> _What is needed_
Write the listing out again exactly as it stands, with no images.

> _Provided data_
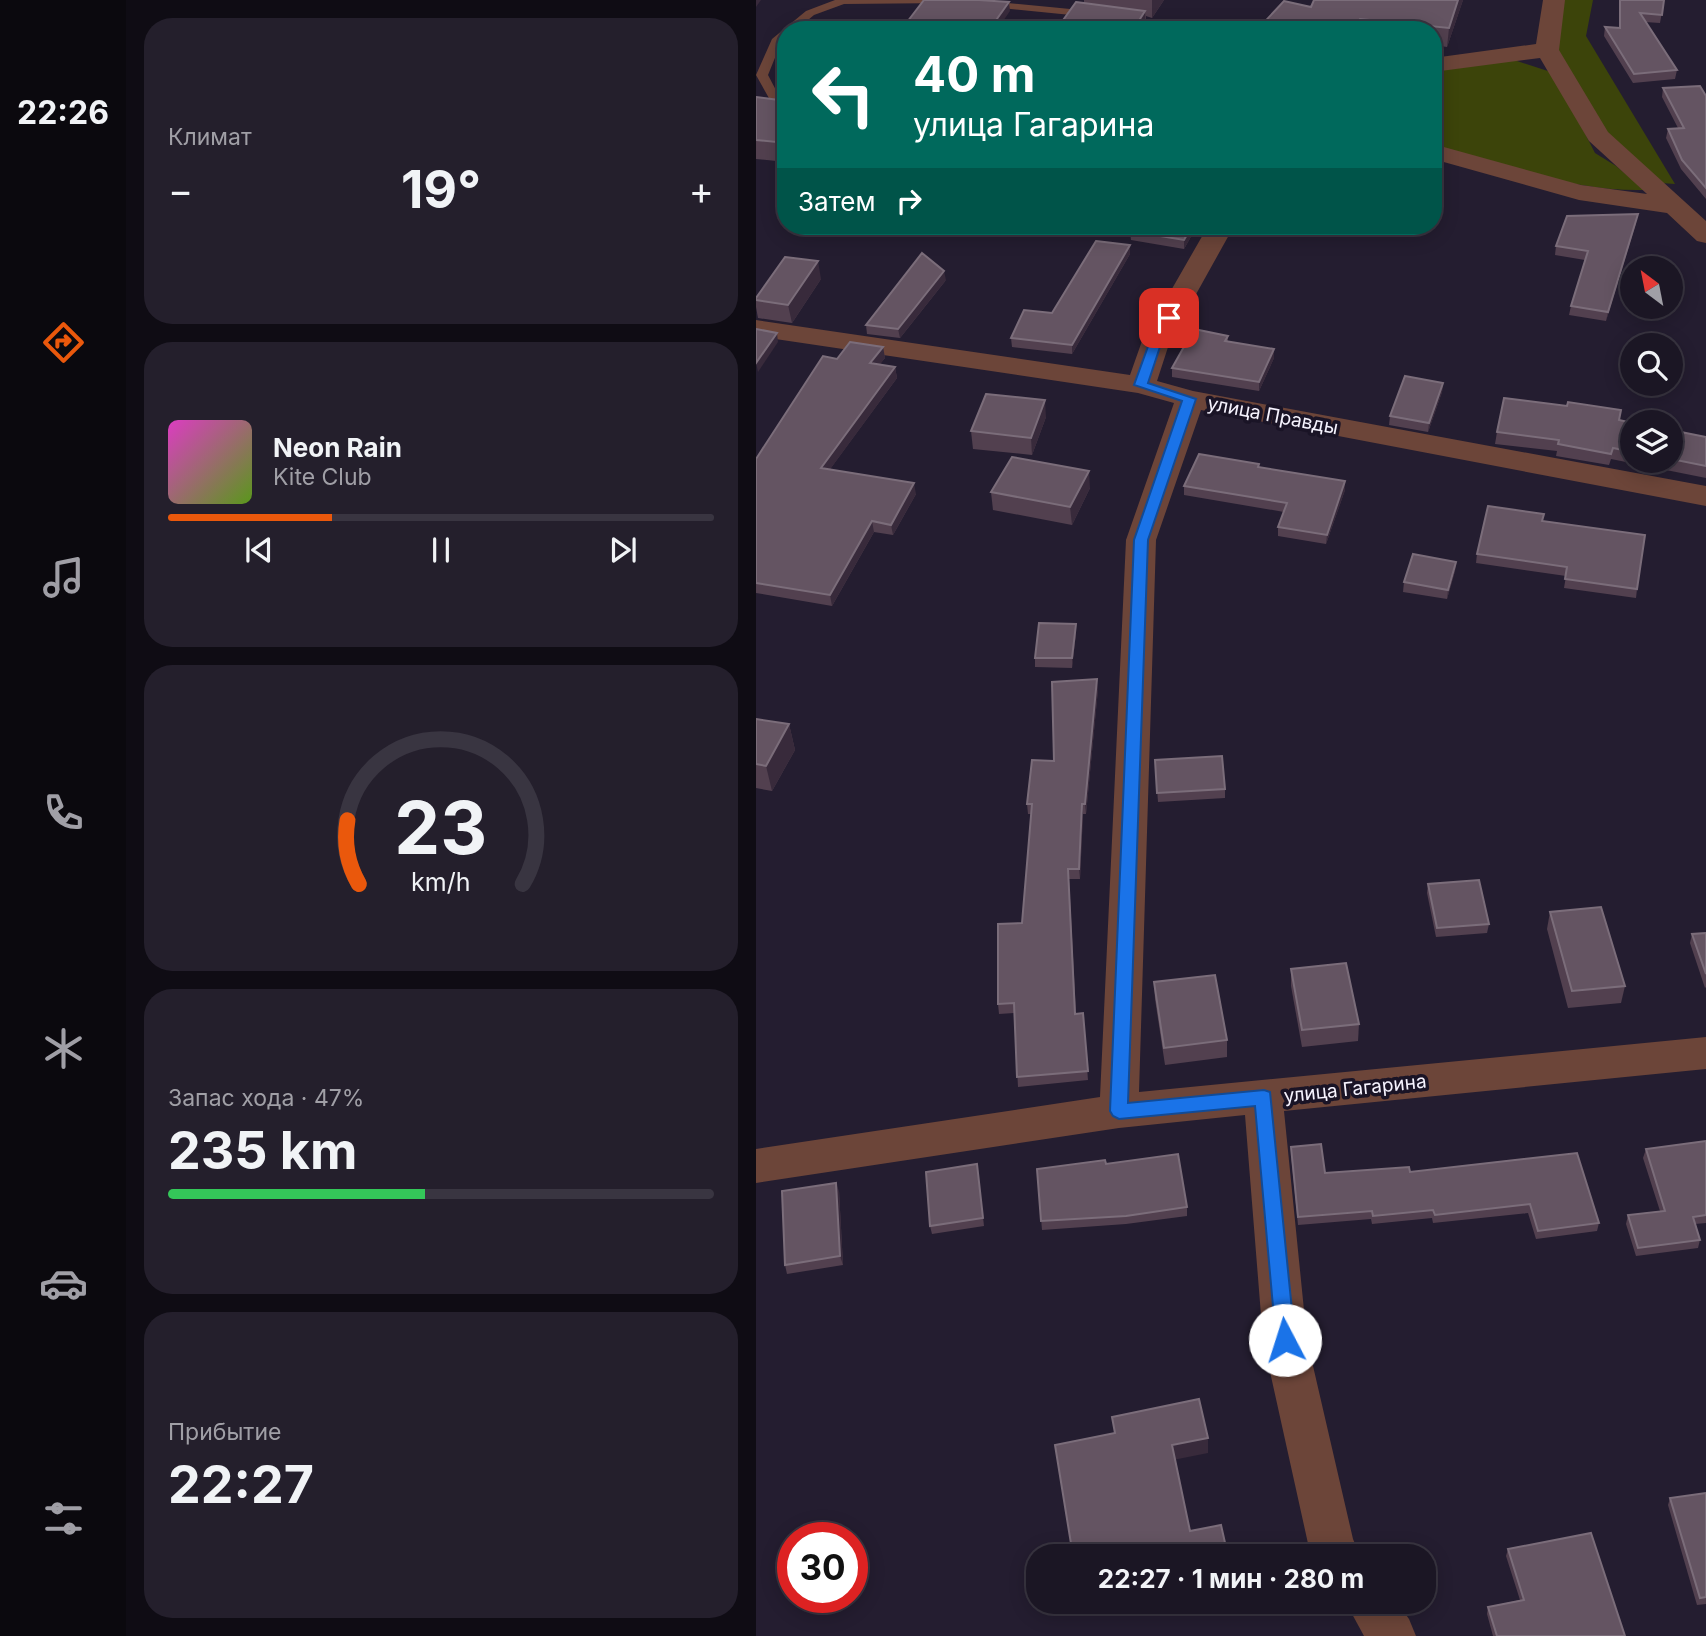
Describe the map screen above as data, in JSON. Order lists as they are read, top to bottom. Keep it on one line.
{"streets":{"street":["улица Правды","улица Гагарина"]},"north":"top left","page":{"tabs":"22:26","tile":["Климат",["Запас хода · 47%","235 km"],["Прибытие","22:27"]],"turn":["40 m","улица Гагарина"],"heat":["−","19°","+"],"then":"Затем","song":["Neon Rain","Kite Club"],"limit":"30","trip":"22:27 · 1 мин · 280 m","gauge":["23","km/h"]}}
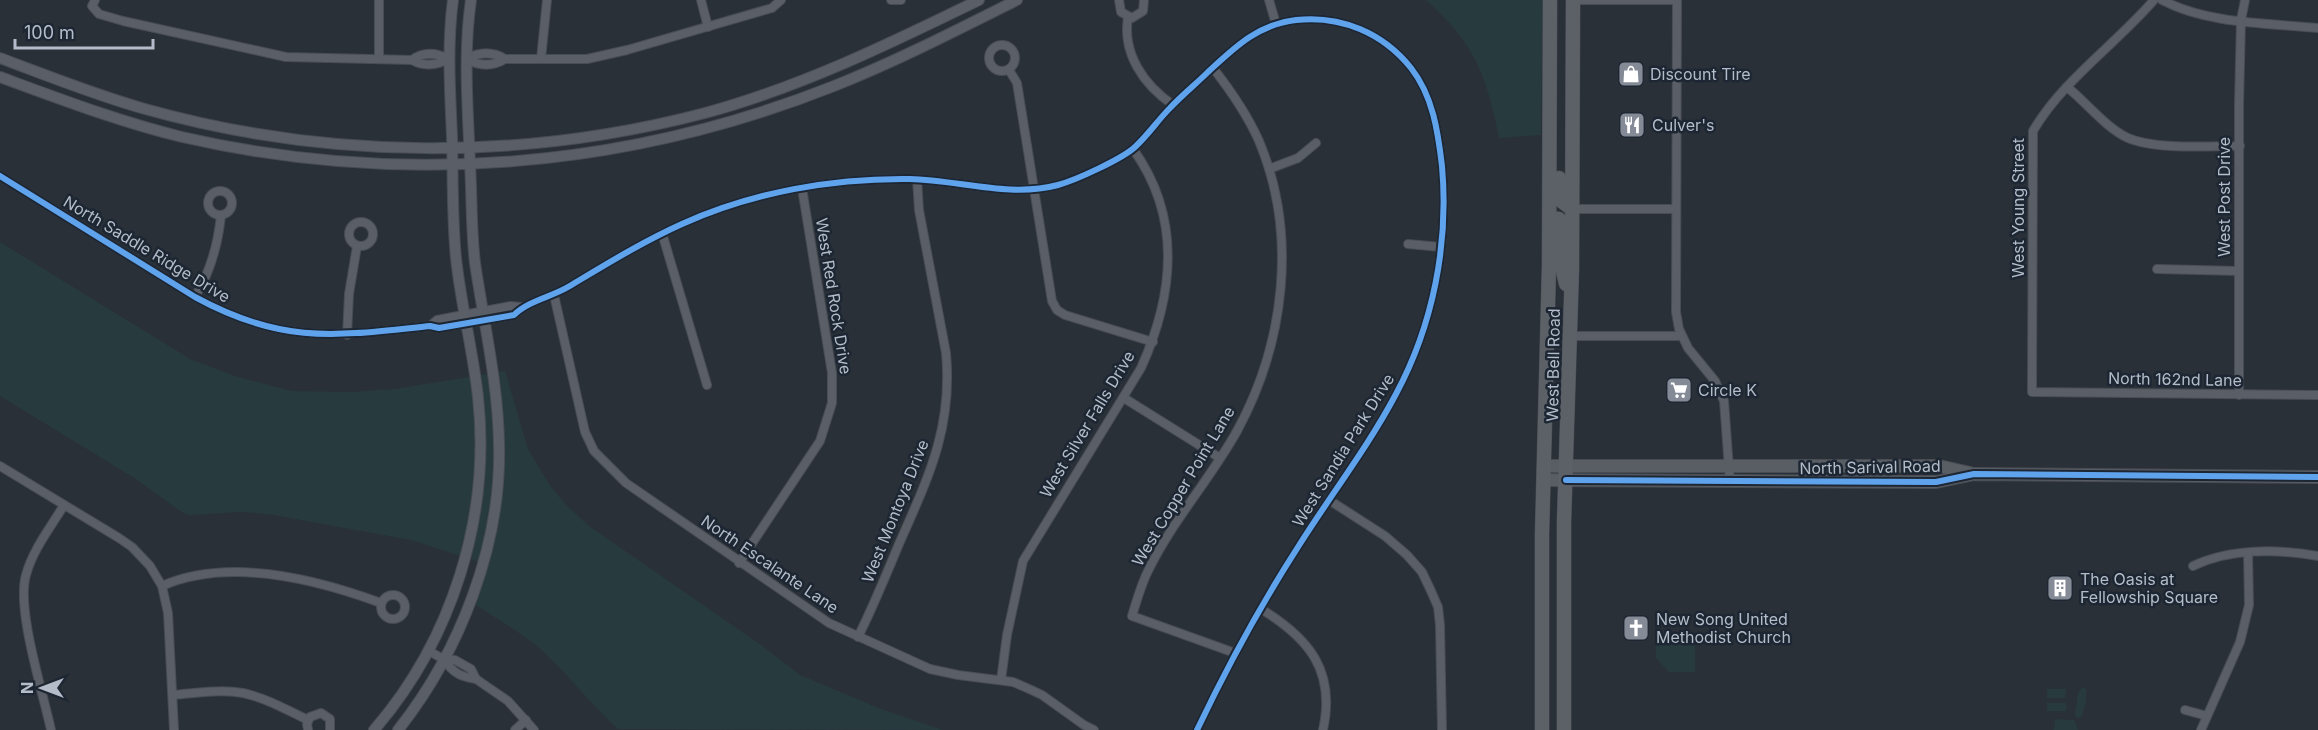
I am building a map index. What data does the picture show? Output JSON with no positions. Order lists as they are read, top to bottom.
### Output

> _Answer to this problem_
Describe the map screen above as data, in JSON. Order lists as they are read, top to bottom. Keep it on one line.
{"streets":{"street":["улица Правды","улица Гагарина"]},"north":"top left","page":{"tabs":"22:26","tile":["Климат",["Запас хода · 47%","235 km"],["Прибытие","22:27"]],"turn":["40 m","улица Гагарина"],"heat":["−","19°","+"],"then":"Затем","song":["Neon Rain","Kite Club"],"limit":"30","trip":"22:27 · 1 мин · 280 m","gauge":["23","km/h"]}}
I am building a map index. What data does the picture show? Output JSON with no positions. Order lists as they are read, top to bottom.
### Output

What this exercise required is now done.